→ Work request: Please give back all the records exactly, but keep the pictures out.

Segment Start: Material for this exercise

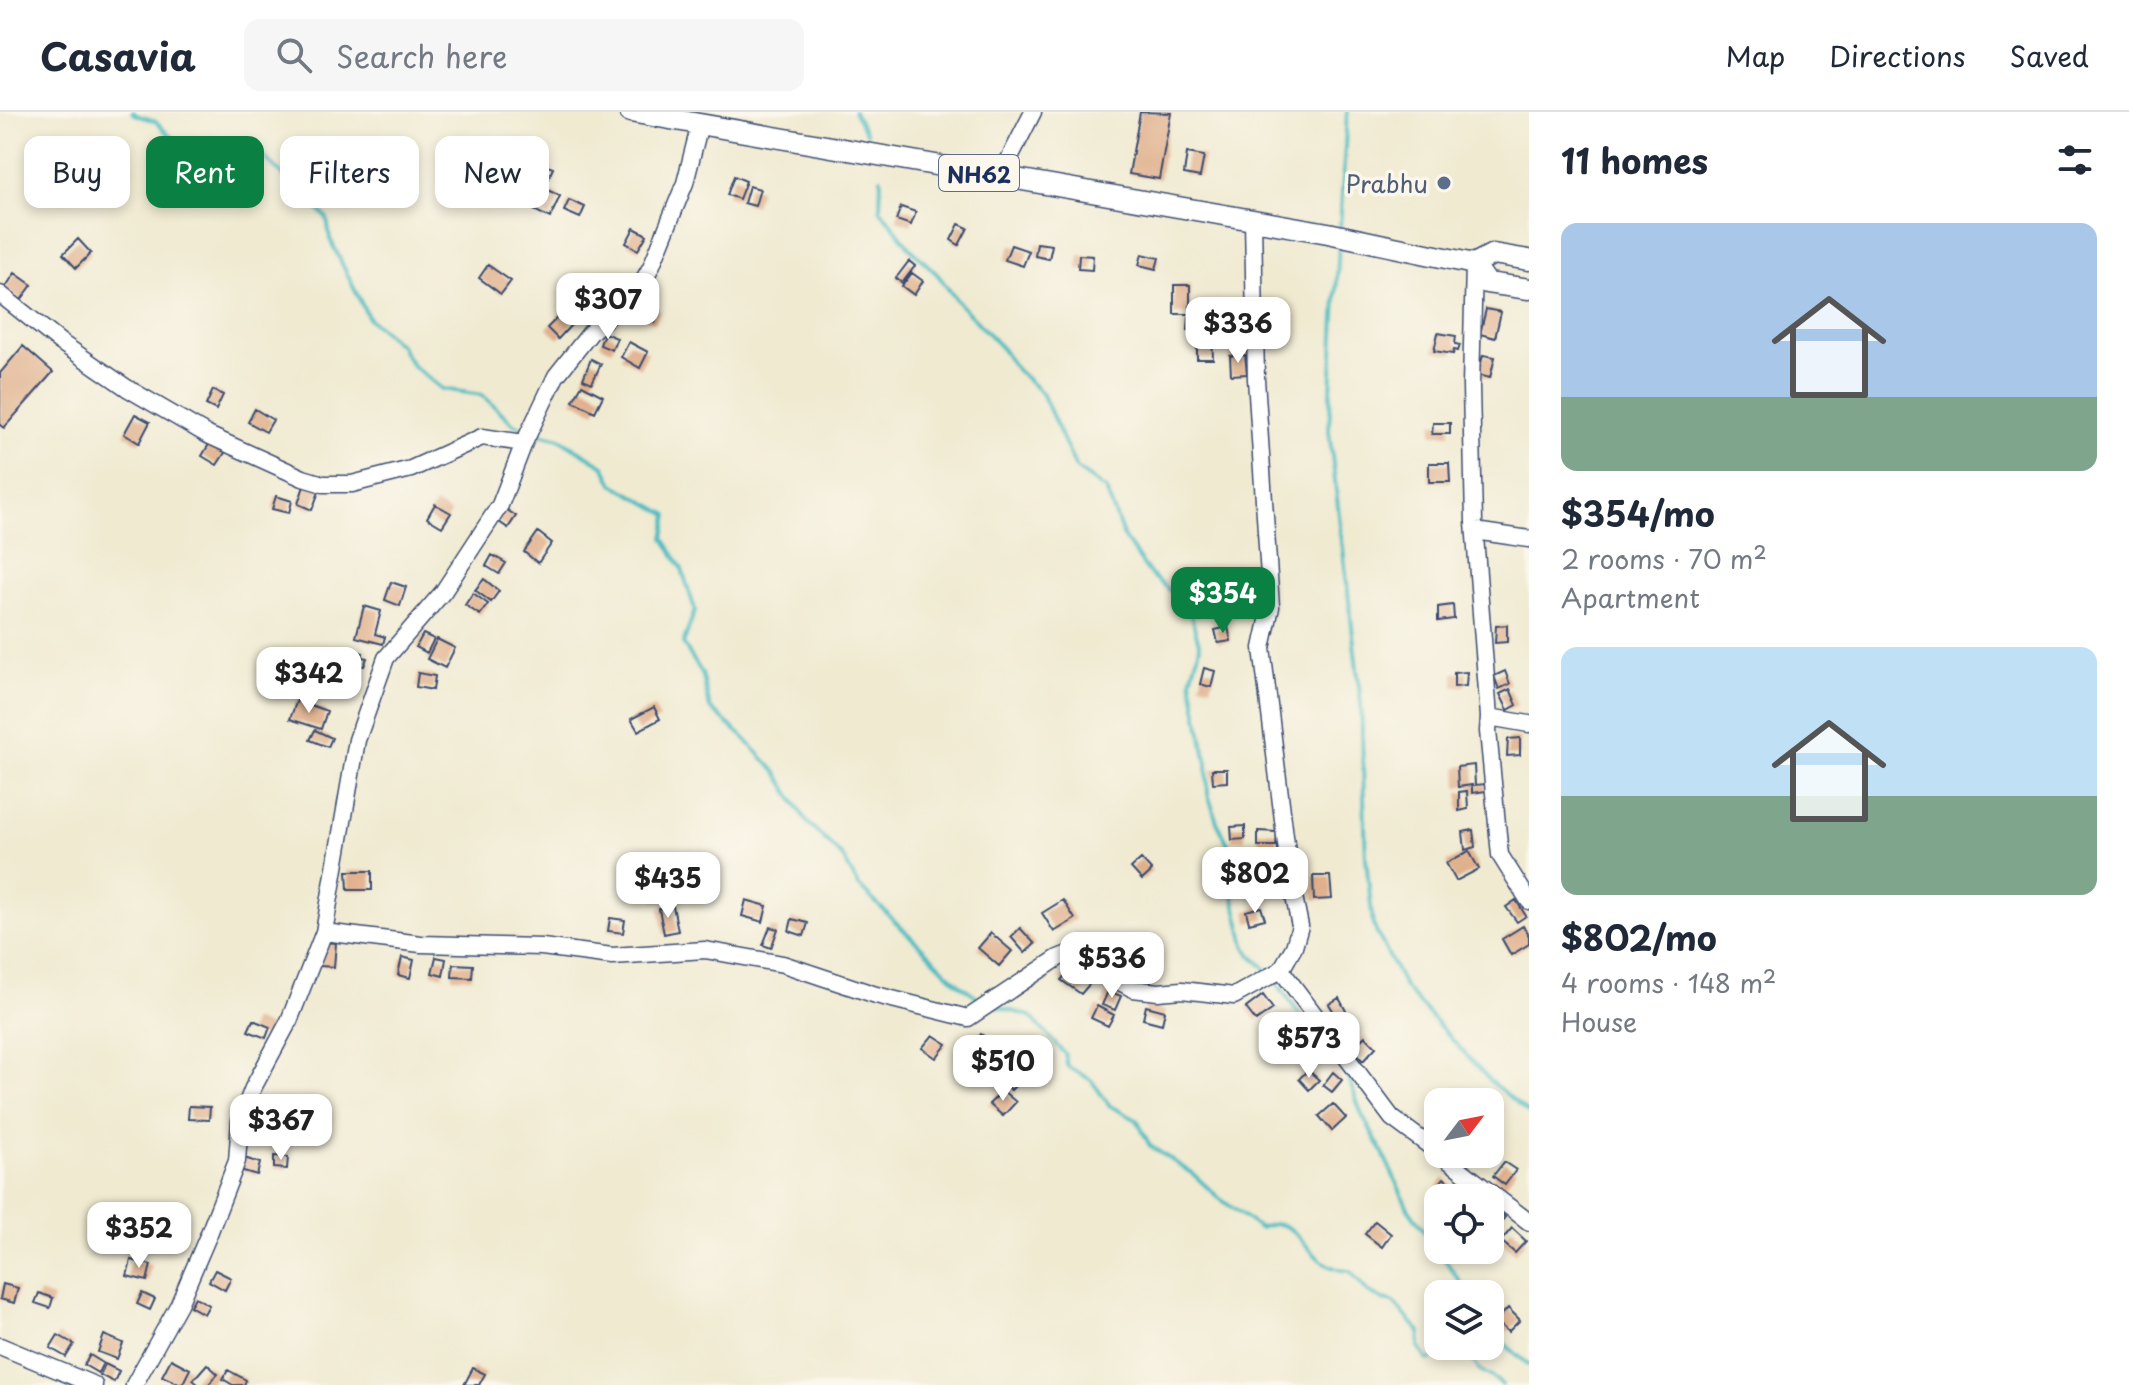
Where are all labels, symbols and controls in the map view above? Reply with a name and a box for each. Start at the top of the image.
search box [244,19,804,91]
text: Casavia [40,27,196,84]
icon: search [272,33,316,77]
text: Search here [336,33,507,78]
text: Map [1726,34,1785,77]
text: Directions [1829,34,1966,77]
text: Saved [2010,34,2089,77]
text: 11 homes [1561,134,1708,186]
chip: Buy [24,136,130,208]
chip: Rent [146,136,264,208]
chip: Filters [280,136,419,208]
chip: New [435,136,549,208]
icon: filters [2053,138,2097,182]
road number: NH62 [939,155,1019,191]
place label: Prabhu [1346,165,1428,201]
marker: Prabhu [1435,174,1453,192]
pin: $307 [561,273,655,341]
icon: home [1757,275,1901,419]
text: $307 [574,279,642,318]
pin: $336 [1191,297,1285,365]
text: $336 [1203,303,1273,342]
text: $354/mo [1561,487,1715,539]
text: 2 rooms · 70 m² [1561,539,1767,578]
pin: $354 [1176,567,1270,635]
text: $354 [1189,573,1257,612]
text: Apartment [1561,578,1700,617]
pin: $342 [262,647,356,715]
text: $342 [274,653,344,692]
icon: home [1757,699,1901,843]
pin: $802 [1208,847,1302,915]
pin: $435 [621,852,715,920]
text: $802 [1220,853,1290,892]
text: $435 [634,858,702,897]
text: $802/mo [1561,911,1717,963]
pin: $536 [1065,932,1159,1000]
text: $536 [1078,938,1146,977]
text: 4 rooms · 148 m² [1561,963,1776,1002]
text: House [1561,1002,1637,1041]
pin: $573 [1262,1012,1356,1080]
text: $573 [1277,1018,1341,1057]
pin: $510 [956,1035,1050,1103]
text: $510 [971,1041,1035,1080]
north arrow [1424,1088,1504,1168]
map controls [1424,1088,1504,1360]
pin: $367 [234,1094,328,1162]
text: $367 [248,1100,314,1139]
button: locate [1424,1184,1504,1264]
pin: $352 [92,1202,186,1270]
text: $352 [105,1208,173,1247]
button: layers [1424,1280,1504,1360]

Segment End: Material for this exercise

→ Answer section:
Where are all labels, symbols and controls in the map view above? Reply with a name and a box for each. Start at the top of the image.
search box [244,19,804,91]
text: Casavia [40,27,196,84]
icon: search [272,33,316,77]
text: Search here [336,33,507,78]
text: Map [1726,34,1785,77]
text: Directions [1829,34,1966,77]
text: Saved [2010,34,2089,77]
text: 11 homes [1561,134,1708,186]
chip: Buy [24,136,130,208]
chip: Rent [146,136,264,208]
chip: Filters [280,136,419,208]
chip: New [435,136,549,208]
icon: filters [2053,138,2097,182]
road number: NH62 [939,155,1019,191]
place label: Prabhu [1346,165,1428,201]
marker: Prabhu [1435,174,1453,192]
pin: $307 [561,273,655,341]
icon: home [1757,275,1901,419]
text: $307 [574,279,642,318]
pin: $336 [1191,297,1285,365]
text: $336 [1203,303,1273,342]
text: $354/mo [1561,487,1715,539]
text: 2 rooms · 70 m² [1561,539,1767,578]
pin: $354 [1176,567,1270,635]
text: $354 [1189,573,1257,612]
text: Apartment [1561,578,1700,617]
pin: $342 [262,647,356,715]
text: $342 [274,653,344,692]
icon: home [1757,699,1901,843]
pin: $802 [1208,847,1302,915]
pin: $435 [621,852,715,920]
text: $802 [1220,853,1290,892]
text: $435 [634,858,702,897]
text: $802/mo [1561,911,1717,963]
pin: $536 [1065,932,1159,1000]
text: $536 [1078,938,1146,977]
text: 4 rooms · 148 m² [1561,963,1776,1002]
text: House [1561,1002,1637,1041]
pin: $573 [1262,1012,1356,1080]
text: $573 [1277,1018,1341,1057]
pin: $510 [956,1035,1050,1103]
text: $510 [971,1041,1035,1080]
north arrow [1424,1088,1504,1168]
map controls [1424,1088,1504,1360]
pin: $367 [234,1094,328,1162]
text: $367 [248,1100,314,1139]
button: locate [1424,1184,1504,1264]
pin: $352 [92,1202,186,1270]
text: $352 [105,1208,173,1247]
button: layers [1424,1280,1504,1360]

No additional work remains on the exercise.